Another perspective study from hell. Where do you put the vanishing point on paper where the horizon doesn’t provide one!?!
I used 2 point perspective here for the most part. To figure this out, I drew the basic sketch onto a piece of paper that was larger than the final sketch. I decided my horizon line. Then I drew the building, uprights and then angles for the roof line and base of the building, both on the left and the right. For the wall, I did the same thing, aiming it at the horizon line and trying to get the top and bottom to line up.
Ummm. Not sure. It looks okay in a lot of ways except for the wall – too wide nearer the building perhaps than it should be in the lower left foreground.
And getting into perspective. I don’t have depth perception – eye docs confirm this. But I do get distance – I can guestimate a distance and when it is measured, I am pretty accurate. This makes me think that a sense of distance and depth perception are two different things entirely.
The blue hour down the street. It’s so hard to catch that glow in painting!

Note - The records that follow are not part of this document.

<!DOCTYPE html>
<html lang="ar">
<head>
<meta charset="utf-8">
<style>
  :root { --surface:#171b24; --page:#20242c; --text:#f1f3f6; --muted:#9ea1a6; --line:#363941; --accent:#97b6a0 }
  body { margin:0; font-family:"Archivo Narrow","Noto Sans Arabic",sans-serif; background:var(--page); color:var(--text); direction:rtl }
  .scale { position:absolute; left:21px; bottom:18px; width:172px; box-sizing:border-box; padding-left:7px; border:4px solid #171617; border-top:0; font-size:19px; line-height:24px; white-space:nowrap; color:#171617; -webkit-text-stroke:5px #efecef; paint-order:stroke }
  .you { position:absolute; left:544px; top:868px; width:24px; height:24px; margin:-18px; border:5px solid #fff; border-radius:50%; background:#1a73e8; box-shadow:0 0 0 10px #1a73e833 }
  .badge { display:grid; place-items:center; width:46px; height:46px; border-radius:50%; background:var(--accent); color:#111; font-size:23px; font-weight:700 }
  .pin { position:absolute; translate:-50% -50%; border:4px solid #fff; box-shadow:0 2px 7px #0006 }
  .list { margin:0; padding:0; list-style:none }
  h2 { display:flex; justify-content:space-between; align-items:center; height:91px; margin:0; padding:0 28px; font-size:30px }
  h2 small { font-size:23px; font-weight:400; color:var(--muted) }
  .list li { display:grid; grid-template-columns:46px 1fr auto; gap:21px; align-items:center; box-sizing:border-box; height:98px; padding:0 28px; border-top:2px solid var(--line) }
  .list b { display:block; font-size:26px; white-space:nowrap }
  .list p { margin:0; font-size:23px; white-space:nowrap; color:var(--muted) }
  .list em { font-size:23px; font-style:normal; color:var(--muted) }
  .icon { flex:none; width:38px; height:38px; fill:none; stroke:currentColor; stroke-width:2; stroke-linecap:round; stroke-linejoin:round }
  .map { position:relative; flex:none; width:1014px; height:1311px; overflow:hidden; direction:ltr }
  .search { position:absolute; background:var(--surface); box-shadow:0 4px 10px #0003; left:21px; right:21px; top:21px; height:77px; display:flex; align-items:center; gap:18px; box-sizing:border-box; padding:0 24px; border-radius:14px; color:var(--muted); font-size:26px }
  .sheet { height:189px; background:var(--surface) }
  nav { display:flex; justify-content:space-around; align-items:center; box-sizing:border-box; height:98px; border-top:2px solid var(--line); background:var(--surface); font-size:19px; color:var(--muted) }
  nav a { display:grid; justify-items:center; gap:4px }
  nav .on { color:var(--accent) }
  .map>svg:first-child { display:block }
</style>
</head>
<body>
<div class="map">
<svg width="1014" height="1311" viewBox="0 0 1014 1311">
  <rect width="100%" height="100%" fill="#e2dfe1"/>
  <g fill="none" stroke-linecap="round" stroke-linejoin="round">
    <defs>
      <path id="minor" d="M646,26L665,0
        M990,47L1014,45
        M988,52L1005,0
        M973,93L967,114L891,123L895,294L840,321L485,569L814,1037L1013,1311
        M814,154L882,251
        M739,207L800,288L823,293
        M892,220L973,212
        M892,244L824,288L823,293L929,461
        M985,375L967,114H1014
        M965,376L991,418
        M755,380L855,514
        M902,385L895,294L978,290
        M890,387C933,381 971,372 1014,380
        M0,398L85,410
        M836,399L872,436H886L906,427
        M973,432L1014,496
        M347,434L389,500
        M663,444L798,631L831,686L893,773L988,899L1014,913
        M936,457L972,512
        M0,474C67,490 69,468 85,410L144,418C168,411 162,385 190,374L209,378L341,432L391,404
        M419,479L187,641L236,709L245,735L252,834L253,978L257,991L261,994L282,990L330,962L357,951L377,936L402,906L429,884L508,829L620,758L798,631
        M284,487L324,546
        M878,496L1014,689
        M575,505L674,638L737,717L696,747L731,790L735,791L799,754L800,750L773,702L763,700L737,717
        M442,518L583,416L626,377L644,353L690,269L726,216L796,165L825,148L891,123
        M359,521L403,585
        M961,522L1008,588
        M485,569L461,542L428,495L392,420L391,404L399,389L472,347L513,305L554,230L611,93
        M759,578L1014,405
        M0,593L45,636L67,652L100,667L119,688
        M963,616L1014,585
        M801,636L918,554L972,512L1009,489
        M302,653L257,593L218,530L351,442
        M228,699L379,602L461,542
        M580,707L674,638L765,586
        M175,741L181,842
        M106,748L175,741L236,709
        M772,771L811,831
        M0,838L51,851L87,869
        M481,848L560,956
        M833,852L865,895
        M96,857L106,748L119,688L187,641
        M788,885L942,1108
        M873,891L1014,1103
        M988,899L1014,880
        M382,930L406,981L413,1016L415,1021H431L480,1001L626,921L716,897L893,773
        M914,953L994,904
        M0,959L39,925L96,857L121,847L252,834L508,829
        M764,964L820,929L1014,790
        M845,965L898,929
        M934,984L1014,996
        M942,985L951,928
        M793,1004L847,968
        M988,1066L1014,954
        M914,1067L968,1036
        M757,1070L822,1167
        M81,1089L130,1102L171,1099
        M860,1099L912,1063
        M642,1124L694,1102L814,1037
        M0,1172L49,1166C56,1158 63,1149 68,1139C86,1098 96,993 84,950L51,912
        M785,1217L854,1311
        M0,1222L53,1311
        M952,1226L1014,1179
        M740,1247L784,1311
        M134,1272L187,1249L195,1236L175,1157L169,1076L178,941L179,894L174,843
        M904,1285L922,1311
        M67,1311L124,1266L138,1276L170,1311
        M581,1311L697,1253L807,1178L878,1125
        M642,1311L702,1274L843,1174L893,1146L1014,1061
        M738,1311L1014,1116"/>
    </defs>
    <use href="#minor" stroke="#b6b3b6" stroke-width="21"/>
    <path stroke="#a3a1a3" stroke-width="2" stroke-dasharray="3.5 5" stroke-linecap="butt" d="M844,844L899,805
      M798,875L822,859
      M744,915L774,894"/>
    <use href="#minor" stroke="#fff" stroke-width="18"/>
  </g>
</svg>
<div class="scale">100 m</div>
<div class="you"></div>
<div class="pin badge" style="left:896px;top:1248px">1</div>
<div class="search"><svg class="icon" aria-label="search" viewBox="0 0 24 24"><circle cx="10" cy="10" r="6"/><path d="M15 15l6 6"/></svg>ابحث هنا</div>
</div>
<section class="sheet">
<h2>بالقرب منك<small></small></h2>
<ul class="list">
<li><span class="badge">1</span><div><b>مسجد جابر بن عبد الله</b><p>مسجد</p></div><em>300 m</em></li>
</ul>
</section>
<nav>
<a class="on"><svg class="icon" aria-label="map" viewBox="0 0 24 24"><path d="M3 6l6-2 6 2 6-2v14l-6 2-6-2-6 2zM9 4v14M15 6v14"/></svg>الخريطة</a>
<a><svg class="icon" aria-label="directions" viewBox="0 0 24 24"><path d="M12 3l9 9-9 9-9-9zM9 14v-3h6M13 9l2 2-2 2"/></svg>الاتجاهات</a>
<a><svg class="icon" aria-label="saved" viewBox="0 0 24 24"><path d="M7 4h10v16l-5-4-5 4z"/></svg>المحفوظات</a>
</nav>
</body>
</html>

I’ve had this painting on my easel for about a week. There was a lot of thought put into it – an almost scary amount given my impatient, impetuous tendencies. Sky and basic colors in pale shades. From there, midtones, darker shades, and finally details. The foreground was so challenging – the cone flowers want detail, but don’t want too much. The orange ones are totally lacking in detail, and are just blobs of color. And then the buildings . . . still some perspective issues, particularly in the house on the right, but better than anything I have done to date. Dreams of summer now that spring is blooming here in California!

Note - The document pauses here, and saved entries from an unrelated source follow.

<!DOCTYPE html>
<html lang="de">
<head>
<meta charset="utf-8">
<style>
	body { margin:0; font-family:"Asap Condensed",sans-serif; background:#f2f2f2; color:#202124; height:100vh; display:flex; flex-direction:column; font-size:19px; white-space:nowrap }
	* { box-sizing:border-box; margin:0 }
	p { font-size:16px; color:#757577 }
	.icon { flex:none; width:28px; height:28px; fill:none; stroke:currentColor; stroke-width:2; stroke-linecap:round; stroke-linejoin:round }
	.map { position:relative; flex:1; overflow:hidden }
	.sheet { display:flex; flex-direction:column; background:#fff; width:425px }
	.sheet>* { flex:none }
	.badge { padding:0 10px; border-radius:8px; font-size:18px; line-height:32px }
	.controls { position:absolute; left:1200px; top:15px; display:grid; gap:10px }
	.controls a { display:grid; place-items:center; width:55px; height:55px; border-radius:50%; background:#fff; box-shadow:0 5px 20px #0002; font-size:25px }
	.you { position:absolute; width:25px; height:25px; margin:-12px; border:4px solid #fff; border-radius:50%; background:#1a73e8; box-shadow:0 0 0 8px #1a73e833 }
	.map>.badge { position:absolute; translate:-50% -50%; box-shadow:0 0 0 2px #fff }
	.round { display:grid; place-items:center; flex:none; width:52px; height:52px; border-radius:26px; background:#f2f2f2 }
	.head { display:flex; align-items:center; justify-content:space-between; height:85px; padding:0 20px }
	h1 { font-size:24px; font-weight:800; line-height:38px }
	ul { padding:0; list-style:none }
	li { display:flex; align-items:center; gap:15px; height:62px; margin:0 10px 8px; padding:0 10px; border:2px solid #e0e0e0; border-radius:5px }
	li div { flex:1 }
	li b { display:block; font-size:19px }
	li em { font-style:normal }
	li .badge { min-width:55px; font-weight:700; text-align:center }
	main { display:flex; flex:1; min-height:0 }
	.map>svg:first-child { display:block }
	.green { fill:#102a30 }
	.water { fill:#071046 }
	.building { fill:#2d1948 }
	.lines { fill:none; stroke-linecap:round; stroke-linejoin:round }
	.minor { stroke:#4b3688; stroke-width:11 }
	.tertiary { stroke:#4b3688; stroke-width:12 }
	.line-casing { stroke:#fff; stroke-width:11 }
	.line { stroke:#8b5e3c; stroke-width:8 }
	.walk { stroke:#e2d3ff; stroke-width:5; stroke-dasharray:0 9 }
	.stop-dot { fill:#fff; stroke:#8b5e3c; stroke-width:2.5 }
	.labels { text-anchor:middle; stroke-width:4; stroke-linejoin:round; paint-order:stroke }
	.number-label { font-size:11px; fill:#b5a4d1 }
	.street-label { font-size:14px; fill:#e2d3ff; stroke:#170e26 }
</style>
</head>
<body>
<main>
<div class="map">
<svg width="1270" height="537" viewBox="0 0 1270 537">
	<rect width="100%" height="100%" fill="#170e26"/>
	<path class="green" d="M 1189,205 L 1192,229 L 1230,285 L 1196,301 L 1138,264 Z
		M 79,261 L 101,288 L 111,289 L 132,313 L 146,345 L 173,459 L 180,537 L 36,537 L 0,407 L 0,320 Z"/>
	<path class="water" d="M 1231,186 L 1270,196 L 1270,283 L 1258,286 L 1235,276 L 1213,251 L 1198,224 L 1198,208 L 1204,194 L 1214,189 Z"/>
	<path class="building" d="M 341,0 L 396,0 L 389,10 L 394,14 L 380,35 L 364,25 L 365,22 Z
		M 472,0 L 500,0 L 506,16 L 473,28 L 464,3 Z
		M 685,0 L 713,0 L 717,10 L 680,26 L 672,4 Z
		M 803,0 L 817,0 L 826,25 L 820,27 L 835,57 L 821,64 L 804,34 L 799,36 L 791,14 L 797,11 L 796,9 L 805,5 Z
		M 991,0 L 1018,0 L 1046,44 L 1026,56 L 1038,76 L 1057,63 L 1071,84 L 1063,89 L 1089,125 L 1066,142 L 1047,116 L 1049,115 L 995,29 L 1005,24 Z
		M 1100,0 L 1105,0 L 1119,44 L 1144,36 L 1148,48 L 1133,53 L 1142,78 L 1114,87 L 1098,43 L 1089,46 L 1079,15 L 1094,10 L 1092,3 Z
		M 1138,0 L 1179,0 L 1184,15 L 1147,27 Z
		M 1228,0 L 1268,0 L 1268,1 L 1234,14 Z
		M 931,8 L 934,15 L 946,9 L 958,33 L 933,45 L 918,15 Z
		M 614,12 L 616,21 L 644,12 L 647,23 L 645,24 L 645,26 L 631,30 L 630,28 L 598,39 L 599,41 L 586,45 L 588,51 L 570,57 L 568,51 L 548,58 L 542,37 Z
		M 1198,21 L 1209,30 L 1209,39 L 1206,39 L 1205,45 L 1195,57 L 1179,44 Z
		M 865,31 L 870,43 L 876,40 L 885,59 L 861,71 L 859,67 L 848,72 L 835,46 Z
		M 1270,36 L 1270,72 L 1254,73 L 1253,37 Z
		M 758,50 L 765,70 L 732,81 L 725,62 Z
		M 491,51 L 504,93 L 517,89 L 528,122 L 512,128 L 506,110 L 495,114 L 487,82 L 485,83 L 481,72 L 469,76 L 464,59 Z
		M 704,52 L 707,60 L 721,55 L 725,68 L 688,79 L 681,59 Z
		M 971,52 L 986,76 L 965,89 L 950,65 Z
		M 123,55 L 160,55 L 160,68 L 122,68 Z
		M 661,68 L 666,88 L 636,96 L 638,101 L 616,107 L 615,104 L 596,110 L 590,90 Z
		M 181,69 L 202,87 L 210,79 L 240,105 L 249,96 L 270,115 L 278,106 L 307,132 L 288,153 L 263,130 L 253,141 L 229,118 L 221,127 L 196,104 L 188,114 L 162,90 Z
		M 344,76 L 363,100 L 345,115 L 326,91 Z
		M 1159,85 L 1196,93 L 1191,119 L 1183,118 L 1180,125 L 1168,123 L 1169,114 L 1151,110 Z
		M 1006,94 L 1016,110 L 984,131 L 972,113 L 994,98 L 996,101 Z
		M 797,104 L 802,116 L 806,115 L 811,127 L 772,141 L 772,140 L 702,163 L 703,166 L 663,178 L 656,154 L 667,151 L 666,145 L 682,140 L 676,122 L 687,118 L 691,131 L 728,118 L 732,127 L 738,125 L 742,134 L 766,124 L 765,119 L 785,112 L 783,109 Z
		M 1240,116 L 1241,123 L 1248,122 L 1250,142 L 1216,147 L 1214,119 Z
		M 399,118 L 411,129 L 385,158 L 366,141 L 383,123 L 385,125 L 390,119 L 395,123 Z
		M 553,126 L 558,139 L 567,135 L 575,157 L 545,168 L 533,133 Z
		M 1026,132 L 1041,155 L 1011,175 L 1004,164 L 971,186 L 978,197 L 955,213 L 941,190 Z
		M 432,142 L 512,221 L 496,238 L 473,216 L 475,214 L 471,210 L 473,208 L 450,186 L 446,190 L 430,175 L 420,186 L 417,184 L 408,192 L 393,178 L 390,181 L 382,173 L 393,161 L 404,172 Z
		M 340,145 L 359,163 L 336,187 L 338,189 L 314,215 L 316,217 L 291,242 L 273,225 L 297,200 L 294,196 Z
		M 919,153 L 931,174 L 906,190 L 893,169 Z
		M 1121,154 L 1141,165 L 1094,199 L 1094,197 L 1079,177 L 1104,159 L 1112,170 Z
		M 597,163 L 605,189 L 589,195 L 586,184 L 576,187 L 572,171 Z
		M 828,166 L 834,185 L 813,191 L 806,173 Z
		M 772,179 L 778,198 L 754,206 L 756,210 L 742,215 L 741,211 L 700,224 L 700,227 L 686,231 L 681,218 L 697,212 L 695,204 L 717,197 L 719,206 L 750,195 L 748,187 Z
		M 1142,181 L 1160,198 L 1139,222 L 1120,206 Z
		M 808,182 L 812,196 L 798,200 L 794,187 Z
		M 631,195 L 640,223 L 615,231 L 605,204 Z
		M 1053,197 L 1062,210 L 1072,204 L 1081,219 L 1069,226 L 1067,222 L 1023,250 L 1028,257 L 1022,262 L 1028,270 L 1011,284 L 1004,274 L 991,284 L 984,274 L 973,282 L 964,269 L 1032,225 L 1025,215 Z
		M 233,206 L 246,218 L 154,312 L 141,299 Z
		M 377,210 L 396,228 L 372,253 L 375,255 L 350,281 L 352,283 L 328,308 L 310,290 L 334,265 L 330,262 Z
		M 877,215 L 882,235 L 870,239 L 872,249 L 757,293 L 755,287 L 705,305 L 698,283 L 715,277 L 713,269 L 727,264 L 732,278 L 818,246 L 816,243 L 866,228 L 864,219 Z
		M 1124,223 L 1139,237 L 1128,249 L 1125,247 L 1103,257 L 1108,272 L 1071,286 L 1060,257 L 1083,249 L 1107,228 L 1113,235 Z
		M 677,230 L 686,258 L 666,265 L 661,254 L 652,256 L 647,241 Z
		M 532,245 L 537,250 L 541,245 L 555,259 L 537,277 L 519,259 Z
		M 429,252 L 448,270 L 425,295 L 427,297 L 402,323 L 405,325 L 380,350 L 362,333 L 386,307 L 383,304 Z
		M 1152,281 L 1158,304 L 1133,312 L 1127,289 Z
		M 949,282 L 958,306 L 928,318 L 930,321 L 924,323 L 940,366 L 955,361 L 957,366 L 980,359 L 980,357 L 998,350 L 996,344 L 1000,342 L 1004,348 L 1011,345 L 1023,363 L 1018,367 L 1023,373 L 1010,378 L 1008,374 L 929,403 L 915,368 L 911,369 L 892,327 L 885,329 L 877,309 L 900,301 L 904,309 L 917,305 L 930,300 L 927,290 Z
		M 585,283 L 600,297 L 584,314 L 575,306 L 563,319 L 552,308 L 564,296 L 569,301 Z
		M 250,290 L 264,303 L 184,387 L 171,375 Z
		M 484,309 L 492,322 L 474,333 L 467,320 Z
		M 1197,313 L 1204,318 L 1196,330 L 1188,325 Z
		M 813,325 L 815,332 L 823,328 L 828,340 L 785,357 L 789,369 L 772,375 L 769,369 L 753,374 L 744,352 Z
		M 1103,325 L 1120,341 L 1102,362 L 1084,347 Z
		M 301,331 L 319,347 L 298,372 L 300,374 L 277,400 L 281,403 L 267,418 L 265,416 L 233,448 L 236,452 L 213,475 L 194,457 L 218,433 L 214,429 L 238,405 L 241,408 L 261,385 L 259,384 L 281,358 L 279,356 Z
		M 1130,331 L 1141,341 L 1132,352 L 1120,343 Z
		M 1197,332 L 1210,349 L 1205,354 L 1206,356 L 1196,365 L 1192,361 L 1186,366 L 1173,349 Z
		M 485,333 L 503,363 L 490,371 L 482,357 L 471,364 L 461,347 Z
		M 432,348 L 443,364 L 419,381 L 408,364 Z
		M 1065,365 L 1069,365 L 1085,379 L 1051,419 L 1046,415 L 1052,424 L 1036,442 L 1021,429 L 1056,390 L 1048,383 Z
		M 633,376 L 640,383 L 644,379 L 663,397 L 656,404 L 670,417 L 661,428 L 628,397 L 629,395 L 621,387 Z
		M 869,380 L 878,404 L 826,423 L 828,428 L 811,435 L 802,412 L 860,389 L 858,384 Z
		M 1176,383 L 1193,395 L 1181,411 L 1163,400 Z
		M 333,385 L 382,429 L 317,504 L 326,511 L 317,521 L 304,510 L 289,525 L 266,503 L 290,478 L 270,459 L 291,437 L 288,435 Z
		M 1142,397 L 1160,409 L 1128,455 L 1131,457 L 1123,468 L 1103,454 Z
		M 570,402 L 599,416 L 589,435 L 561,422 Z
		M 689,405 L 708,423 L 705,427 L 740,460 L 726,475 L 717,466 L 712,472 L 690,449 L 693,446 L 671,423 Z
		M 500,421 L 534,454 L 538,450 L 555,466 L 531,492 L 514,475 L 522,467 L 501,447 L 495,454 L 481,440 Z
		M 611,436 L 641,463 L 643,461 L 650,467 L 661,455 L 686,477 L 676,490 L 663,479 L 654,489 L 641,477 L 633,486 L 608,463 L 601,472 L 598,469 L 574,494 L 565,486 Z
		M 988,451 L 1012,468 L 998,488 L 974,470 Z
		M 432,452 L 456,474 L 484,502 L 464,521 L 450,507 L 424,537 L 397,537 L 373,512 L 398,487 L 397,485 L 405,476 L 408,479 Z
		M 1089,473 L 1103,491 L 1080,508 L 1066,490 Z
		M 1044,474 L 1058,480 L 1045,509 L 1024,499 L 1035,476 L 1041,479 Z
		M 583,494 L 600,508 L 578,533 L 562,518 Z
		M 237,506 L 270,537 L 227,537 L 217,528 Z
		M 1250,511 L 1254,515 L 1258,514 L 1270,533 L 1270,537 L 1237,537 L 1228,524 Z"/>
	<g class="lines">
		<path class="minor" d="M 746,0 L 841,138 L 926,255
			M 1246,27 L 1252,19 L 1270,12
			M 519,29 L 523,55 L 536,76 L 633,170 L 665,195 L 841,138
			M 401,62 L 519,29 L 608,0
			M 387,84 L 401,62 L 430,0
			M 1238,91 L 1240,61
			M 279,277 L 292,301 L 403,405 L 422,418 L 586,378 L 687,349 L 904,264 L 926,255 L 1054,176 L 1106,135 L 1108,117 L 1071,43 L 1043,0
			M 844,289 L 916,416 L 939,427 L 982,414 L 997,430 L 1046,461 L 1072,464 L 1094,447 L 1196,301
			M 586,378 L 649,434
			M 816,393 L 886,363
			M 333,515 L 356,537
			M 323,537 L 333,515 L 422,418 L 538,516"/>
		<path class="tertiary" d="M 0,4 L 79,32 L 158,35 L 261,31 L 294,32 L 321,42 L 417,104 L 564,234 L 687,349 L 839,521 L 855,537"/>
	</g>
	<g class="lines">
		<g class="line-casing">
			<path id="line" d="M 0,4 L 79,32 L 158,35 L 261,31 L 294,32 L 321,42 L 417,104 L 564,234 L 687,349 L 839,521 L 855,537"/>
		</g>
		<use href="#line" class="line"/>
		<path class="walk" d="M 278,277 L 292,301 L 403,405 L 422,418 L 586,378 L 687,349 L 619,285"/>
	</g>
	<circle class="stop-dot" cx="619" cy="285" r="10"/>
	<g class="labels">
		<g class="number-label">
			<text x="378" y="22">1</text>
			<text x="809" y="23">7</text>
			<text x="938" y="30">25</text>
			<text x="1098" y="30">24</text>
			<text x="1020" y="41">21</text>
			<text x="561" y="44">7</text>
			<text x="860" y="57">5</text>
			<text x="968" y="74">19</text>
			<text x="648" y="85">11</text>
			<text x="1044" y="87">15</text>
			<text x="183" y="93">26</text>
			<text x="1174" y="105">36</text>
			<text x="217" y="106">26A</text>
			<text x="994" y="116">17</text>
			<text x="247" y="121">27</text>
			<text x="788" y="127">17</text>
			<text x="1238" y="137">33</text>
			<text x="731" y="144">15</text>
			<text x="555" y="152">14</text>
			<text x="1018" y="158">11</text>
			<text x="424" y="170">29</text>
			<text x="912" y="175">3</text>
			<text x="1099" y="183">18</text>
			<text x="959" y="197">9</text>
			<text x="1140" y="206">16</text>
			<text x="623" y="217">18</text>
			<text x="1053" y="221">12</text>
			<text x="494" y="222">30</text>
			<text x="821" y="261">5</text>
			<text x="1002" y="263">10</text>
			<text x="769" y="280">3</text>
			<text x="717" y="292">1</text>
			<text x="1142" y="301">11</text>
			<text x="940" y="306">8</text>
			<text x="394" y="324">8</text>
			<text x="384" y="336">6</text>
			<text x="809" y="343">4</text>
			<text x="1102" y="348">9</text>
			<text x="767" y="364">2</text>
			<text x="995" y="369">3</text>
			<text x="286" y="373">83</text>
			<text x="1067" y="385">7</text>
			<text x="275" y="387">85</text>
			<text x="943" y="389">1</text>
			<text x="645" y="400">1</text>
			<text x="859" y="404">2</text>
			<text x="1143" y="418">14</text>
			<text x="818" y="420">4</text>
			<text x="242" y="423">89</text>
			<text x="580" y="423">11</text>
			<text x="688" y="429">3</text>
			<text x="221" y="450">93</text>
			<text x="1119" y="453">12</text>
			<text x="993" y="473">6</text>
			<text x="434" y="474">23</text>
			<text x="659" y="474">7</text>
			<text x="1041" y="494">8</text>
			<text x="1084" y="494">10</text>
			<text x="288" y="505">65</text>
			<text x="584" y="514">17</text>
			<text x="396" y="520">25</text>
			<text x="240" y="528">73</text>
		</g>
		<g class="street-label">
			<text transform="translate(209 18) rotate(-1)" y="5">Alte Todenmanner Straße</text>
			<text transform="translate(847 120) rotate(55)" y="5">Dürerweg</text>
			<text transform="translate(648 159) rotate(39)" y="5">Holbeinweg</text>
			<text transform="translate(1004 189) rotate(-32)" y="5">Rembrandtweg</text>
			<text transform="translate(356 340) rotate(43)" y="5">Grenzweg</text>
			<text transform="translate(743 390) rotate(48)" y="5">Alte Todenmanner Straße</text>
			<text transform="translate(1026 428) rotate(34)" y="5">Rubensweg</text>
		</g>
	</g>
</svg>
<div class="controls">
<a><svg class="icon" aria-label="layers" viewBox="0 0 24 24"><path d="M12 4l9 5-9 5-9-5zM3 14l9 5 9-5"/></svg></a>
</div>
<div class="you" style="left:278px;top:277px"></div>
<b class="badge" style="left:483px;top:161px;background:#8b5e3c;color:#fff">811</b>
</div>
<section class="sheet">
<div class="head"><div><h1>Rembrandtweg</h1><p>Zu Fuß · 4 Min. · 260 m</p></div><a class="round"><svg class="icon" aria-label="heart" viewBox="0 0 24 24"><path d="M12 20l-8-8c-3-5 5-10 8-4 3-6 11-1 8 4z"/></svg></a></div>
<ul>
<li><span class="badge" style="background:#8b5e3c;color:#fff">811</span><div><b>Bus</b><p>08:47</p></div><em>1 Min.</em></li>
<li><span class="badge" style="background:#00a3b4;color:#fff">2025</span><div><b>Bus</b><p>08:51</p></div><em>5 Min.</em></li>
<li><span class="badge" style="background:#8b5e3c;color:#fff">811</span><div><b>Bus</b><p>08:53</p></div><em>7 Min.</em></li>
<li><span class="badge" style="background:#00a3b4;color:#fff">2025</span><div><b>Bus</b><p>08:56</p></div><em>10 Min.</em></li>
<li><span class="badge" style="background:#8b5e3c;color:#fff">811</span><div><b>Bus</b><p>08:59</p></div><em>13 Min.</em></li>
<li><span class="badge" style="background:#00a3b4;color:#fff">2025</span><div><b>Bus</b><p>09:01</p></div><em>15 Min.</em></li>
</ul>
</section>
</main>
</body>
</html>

I promised to paint more buildings. So I did. I painted a house in the middle of a cold, cold climate in the dead of winter. I made better house drawings when I was 10.
I have really lost touch with real cold, real snow, and a real winter. I do have memories, though, of the intense gloom of the woods in northern New York state. There was something so magical about them – the silence of the woods, the snow falling, the sense of being alone in the world. I liked the idea of capturing that with a building, on water, in the dead of winter.
Buildings mean people, even in the middle of nowhere, on a river. People usually mean unnecessary noise, and in the woods or hiking, the last thing I want is noise. Silence is something to be savored in our noisy age.
So, let’s get back to the “disastrous fun” of this posting. “Disastrous” as this is such an amateurish painting, and “fun” because the more I got into, and the more I realized how awful it was, the more fun I had. Making a “good” painting no longer had any meaning – it was the experience. And the snow.
The final touch was the snowflakes. White gouache to spatter. I spattered on the painting. It flew onto my glasses. I spattered some more. It flew onto my glasses. I changed how I was spattering, and there were streaks.
Snowflakes don’t streak in the real world. Spattering paint is an art form in and of itself.
I love the colors of houses seen throughout the Caribbean. Brilliant sunshine sets them off beautifully. The same with white – it becomes so bright it can be as blinding as snow in the sunshine. Where I live, if anyone paints their house anything other than beige or some other neutral color, they sort of get a weird look, like “what’s wrong with them,” so the colors you see in the Caribbean is eye candy.
Of late, I have painting snow and water. And skies. Now, I am looking to trying to include buildings in my paintings. I want to improve my perspective (the chimney here is cock-eyed) and to make them focal points. At some point I may even brave putting people into my paintings.
Here, the study was not just architecture, but white and how to express it as something other than just white. Fabriano Artistico, cobalt and ultramarine blue, sap and Hooker’s green, yellow ochre, and red oxide (I think).